E’ finito nei guai con l’accusa di abusivismo un 60enne sangiorgiese titolare di una società edile del posto. L’illecito è stato scoperto dalla Polizia Municipale cittadina nel corso di una serie di controlli mirati alla lotta contro l’abusivismo edilizio. Nella giornata di martedì, nel dettaglio, gli agenti del Comando di Polizia locale sono giunti nell’area dove si trovava l’impresa edile. Hanno iniziato i controlli e chiesta tutta la documentazione in merito. Il titolare dell’azienda, appunto un 60enne del posto, non ha potuto fornire ai caschi bianchi i documenti che richiedevano.

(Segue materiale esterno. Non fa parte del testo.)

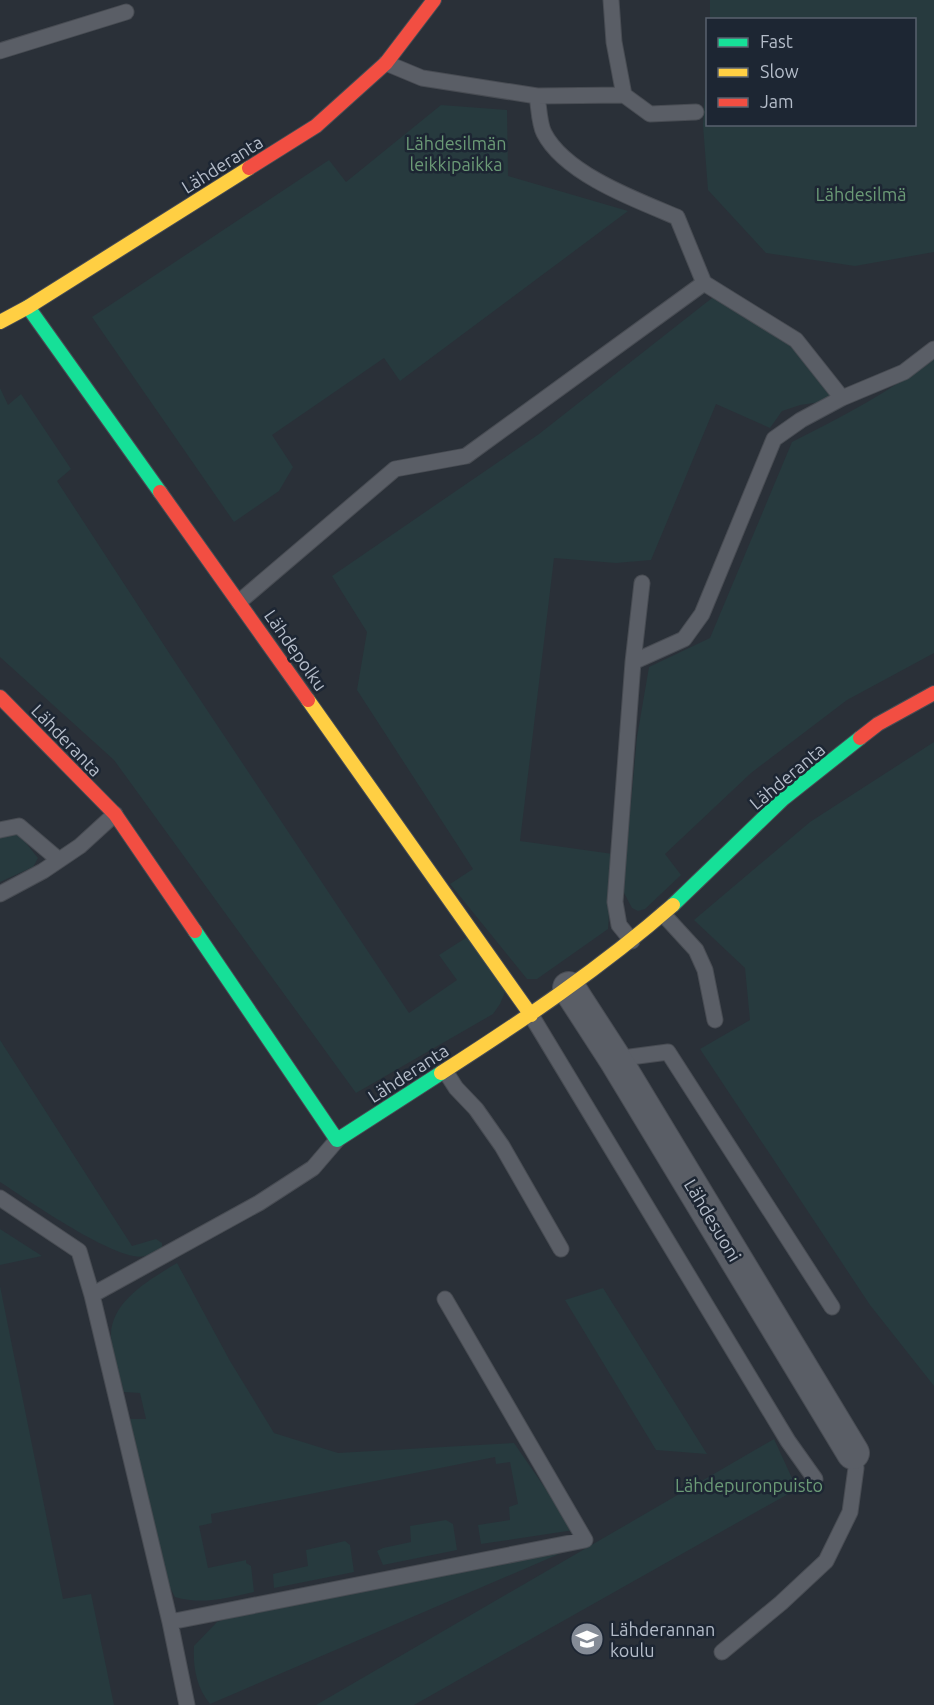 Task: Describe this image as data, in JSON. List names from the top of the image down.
{
  "streets": {
    "street": ["Lähderanta", "Lähdepolku", "Lähdesuoni"]
  },
  "crossings": [
    ["Lähderanta", "Lähdepolku"],
    ["Lähderanta", "Lähdesuoni"]
  ],
  "parks": ["Lähdesilmän leikkipaikka", "Lähdesilmä", "Lähdepuronpuisto"],
  "places": {
    "school or university": ["Lähderannan koulu"]
  },
  "legend": ["Fast", "Slow", "Jam"]
} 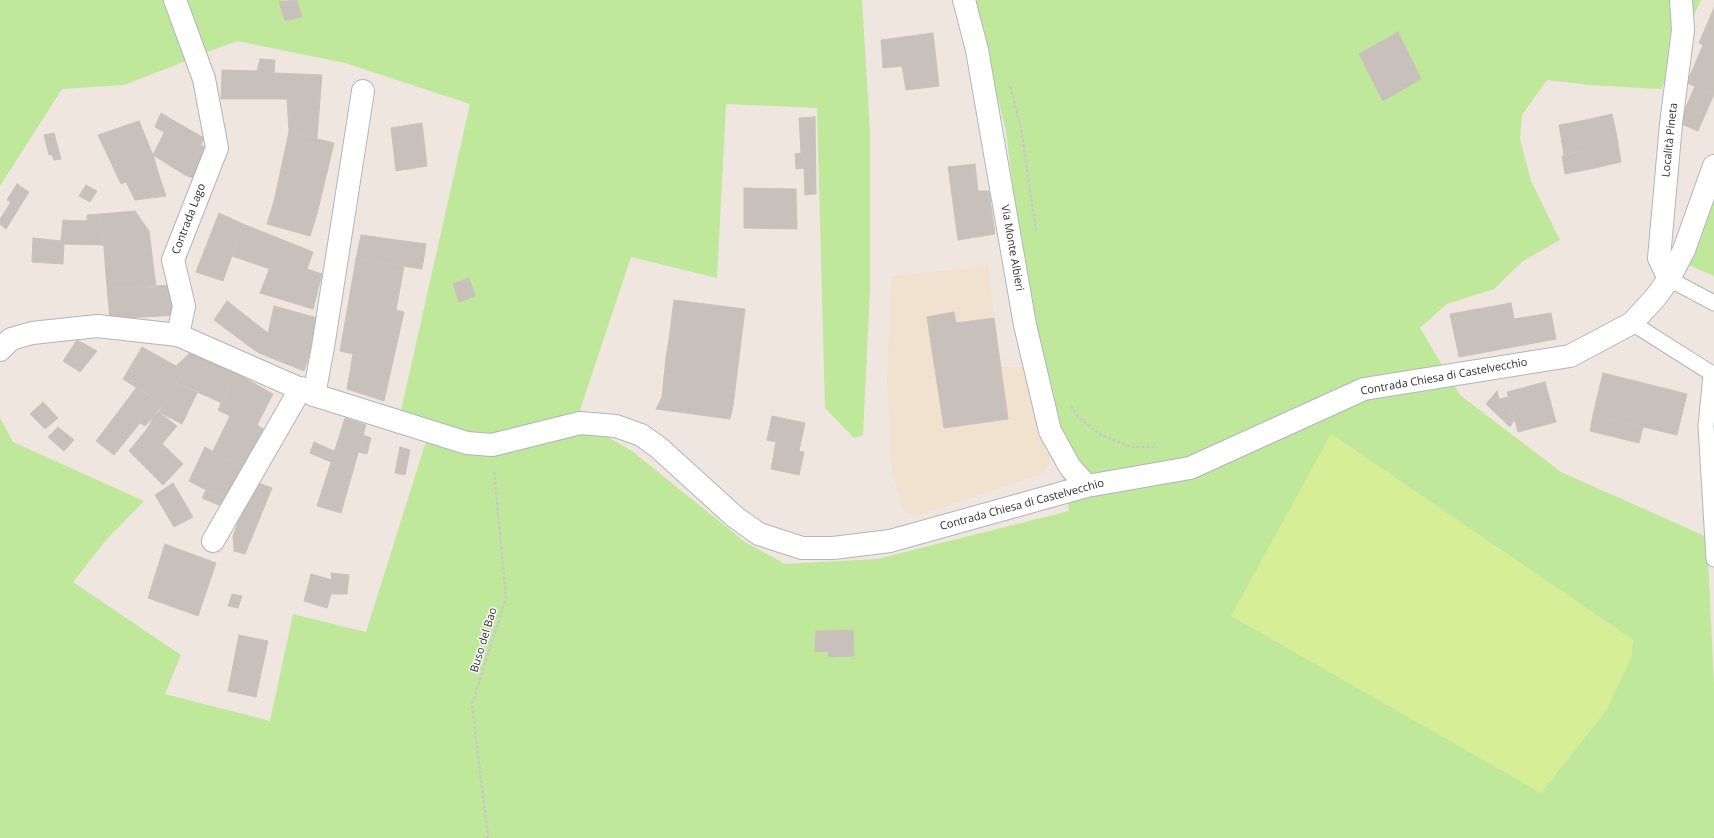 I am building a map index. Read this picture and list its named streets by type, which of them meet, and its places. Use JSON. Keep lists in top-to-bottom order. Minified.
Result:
{"streets":{"street":["Località Pineta","Contrada Lago","Via Monte Albieri","Contrada Chiesa di Castelvecchio"],"path":["Buso del Bao"]},"crossings":[["Località Pineta","Contrada Chiesa di Castelvecchio"],["Via Monte Albieri","Contrada Chiesa di Castelvecchio"],["Contrada Chiesa di Castelvecchio","Buso del Bao"]]} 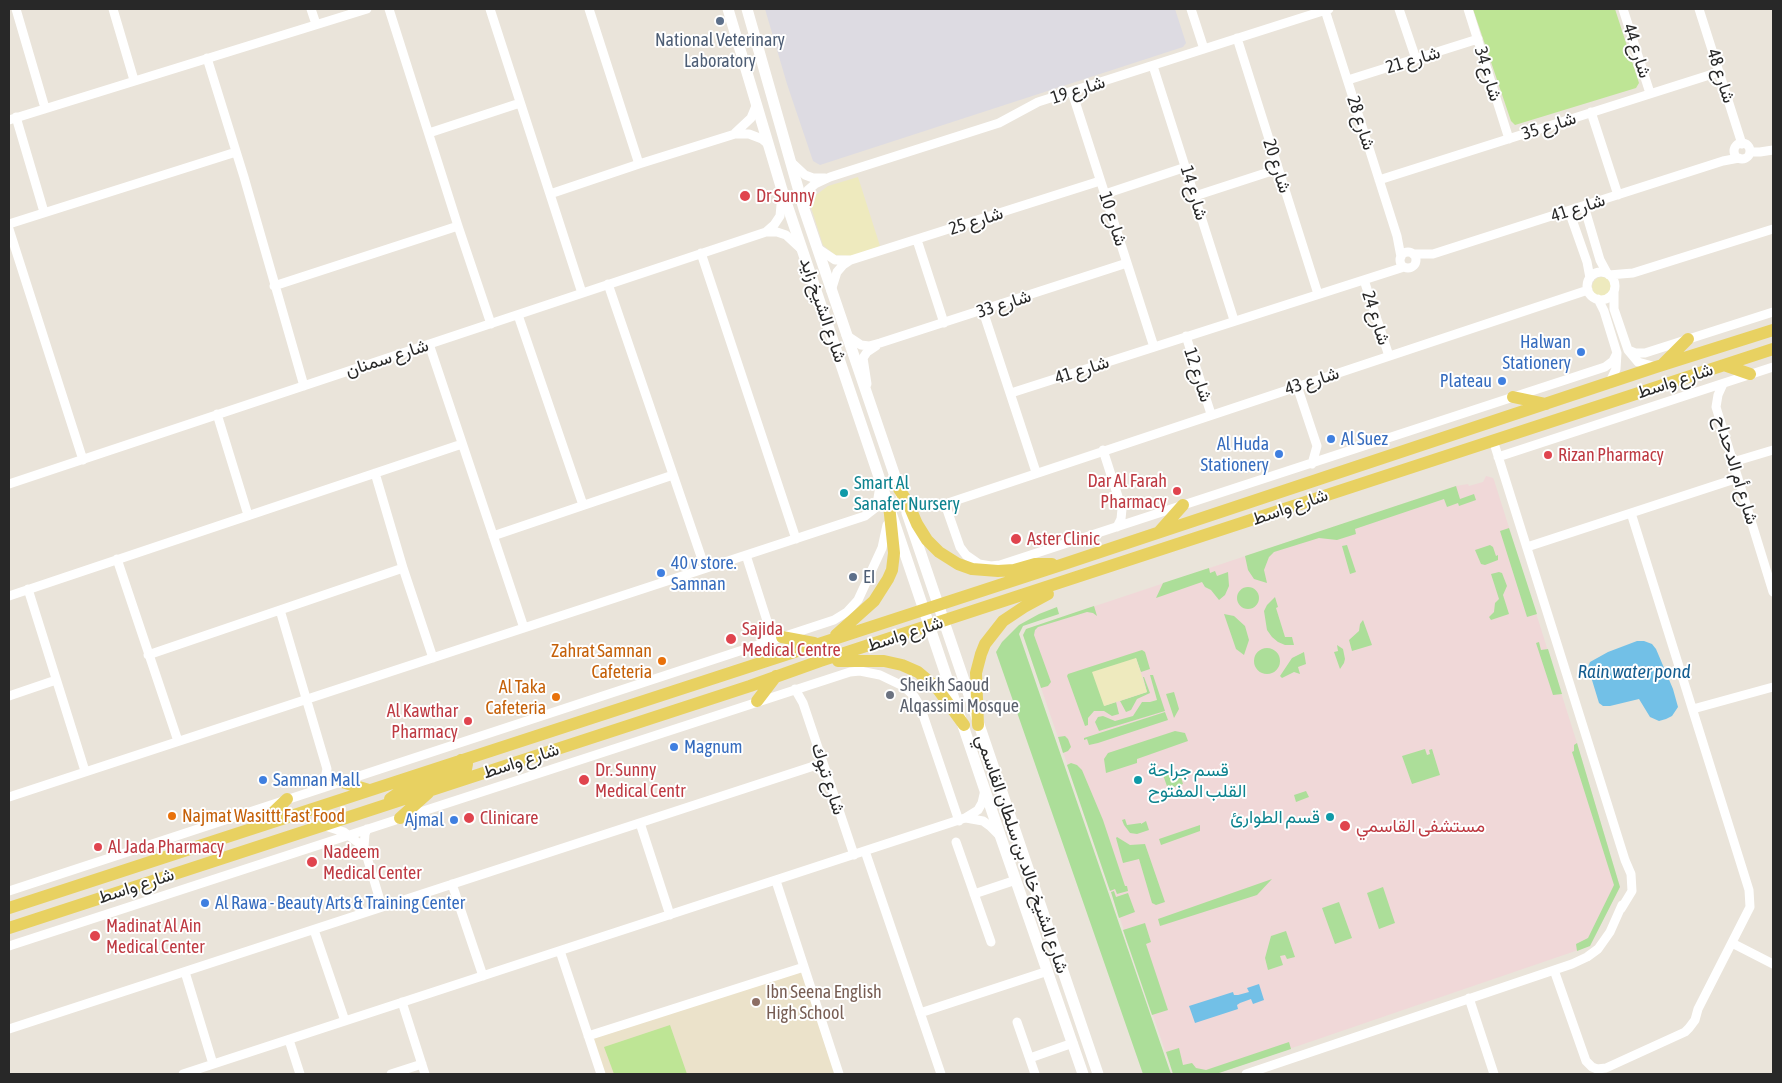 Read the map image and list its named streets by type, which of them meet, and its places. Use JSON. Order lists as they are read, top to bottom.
{
  "streets": {
    "main road": ["شارع الشيخ زايد", "شارع واسط", "شارع الشيخ خالد بن سلطان القاسمي"],
    "street": [
      "شارع 44",
      "شارع 21",
      "شارع 34",
      "شارع 48",
      "شارع 19",
      "شارع 28",
      "شارع 35",
      "شارع 20",
      "شارع 14",
      "شارع 41",
      "شارع 10",
      "شارع 25",
      "شارع 33",
      "شارع 24",
      "شارع سمنان",
      "شارع 12",
      "شارع 43",
      "شارع أم الدحداح",
      "شارع تبوك"
    ]
  },
  "crossings": [
    ["شارع 44", "شارع 35"],
    ["شارع 21", "شارع 34"],
    ["شارع 21", "شارع 28"],
    ["شارع 34", "شارع 35"],
    ["شارع 48", "شارع 35"],
    ["شارع 48", "شارع 41"],
    ["شارع 19", "شارع 28"],
    ["شارع 19", "شارع 20"],
    ["شارع 19", "شارع 14"],
    ["شارع 19", "شارع 10"],
    ["شارع 28", "شارع 35"],
    ["شارع 28", "شارع 41"],
    ["شارع 20", "شارع 41"],
    ["شارع 14", "شارع 41"],
    ["شارع 41", "شارع 10"],
    ["شارع 41", "شارع 24"],
    ["شارع 41", "شارع 12"],
    ["شارع 10", "شارع 25"],
    ["شارع 10", "شارع 33"],
    ["شارع 25", "شارع الشيخ زايد"],
    ["شارع 33", "شارع الشيخ زايد"],
    ["شارع الشيخ زايد", "شارع واسط"],
    ["شارع الشيخ زايد", "شارع الشيخ خالد بن سلطان القاسمي"],
    ["شارع 24", "شارع 43"],
    ["شارع 12", "شارع 43"],
    ["شارع واسط", "شارع الشيخ خالد بن سلطان القاسمي"]
  ],
  "water": ["Rain water pond"],
  "places": [
    "National Veterinary Laboratory",
    "Dr Sunny",
    "Halwan Stationery",
    "Plateau",
    "Al Suez",
    "Al Huda Stationery",
    "Rizan Pharmacy",
    "Dar Al Farah Pharmacy",
    "Smart Al Sanafer Nursery",
    "Aster Clinic",
    "40 v store. Samnan",
    "EI",
    "Sajida Medical Centre",
    "Zahrat Samnan Cafeteria",
    "Sheikh Saoud Alqassimi Mosque",
    "Al Taka Cafeteria",
    "Al Kawthar Pharmacy",
    "Magnum",
    "Samnan Mall",
    "Dr. Sunny Medical Centr",
    "قسم جراحة القلب المفتوح",
    "Najmat Wasittt Fast Food",
    "قسم الطوارئ",
    "Clinicare",
    "Ajmal",
    "مستشفى القاسمي",
    "Al Jada Pharmacy",
    "Nadeem Medical Center",
    "Al Rawa - Beauty Arts & Training Center",
    "Madinat Al Ain Medical Center",
    "Ibn Seena English High School"
  ]
} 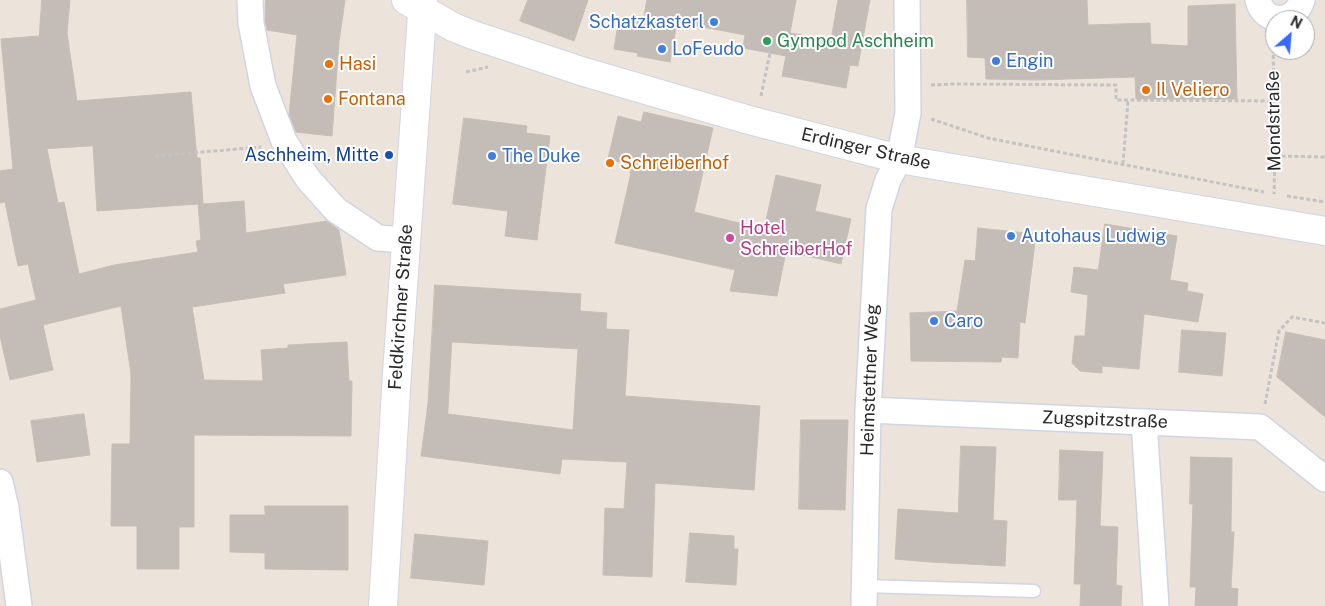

Da lì, la consapevolezza di essere in presenza di un abuso: il capannone, infatti, presentava strutture fisse di tettoie e travi in acciaio senza alcun permesso rilasciato dal Comune di Castel San Giorgio. Insomma, un vero e proprio stabilimento costruito su un terreno dichiarato esclusivamente come fondo agricolo (sul quale non poteva essere presente alcun tipo di manufatto destinato ad usi diversi).
Oltre ai sigilli in tutta l’area, gli agenti, su delega della Procura della Repubblica di Nocera Inferiore, hanno anche provveduto a denunciare il 60enne.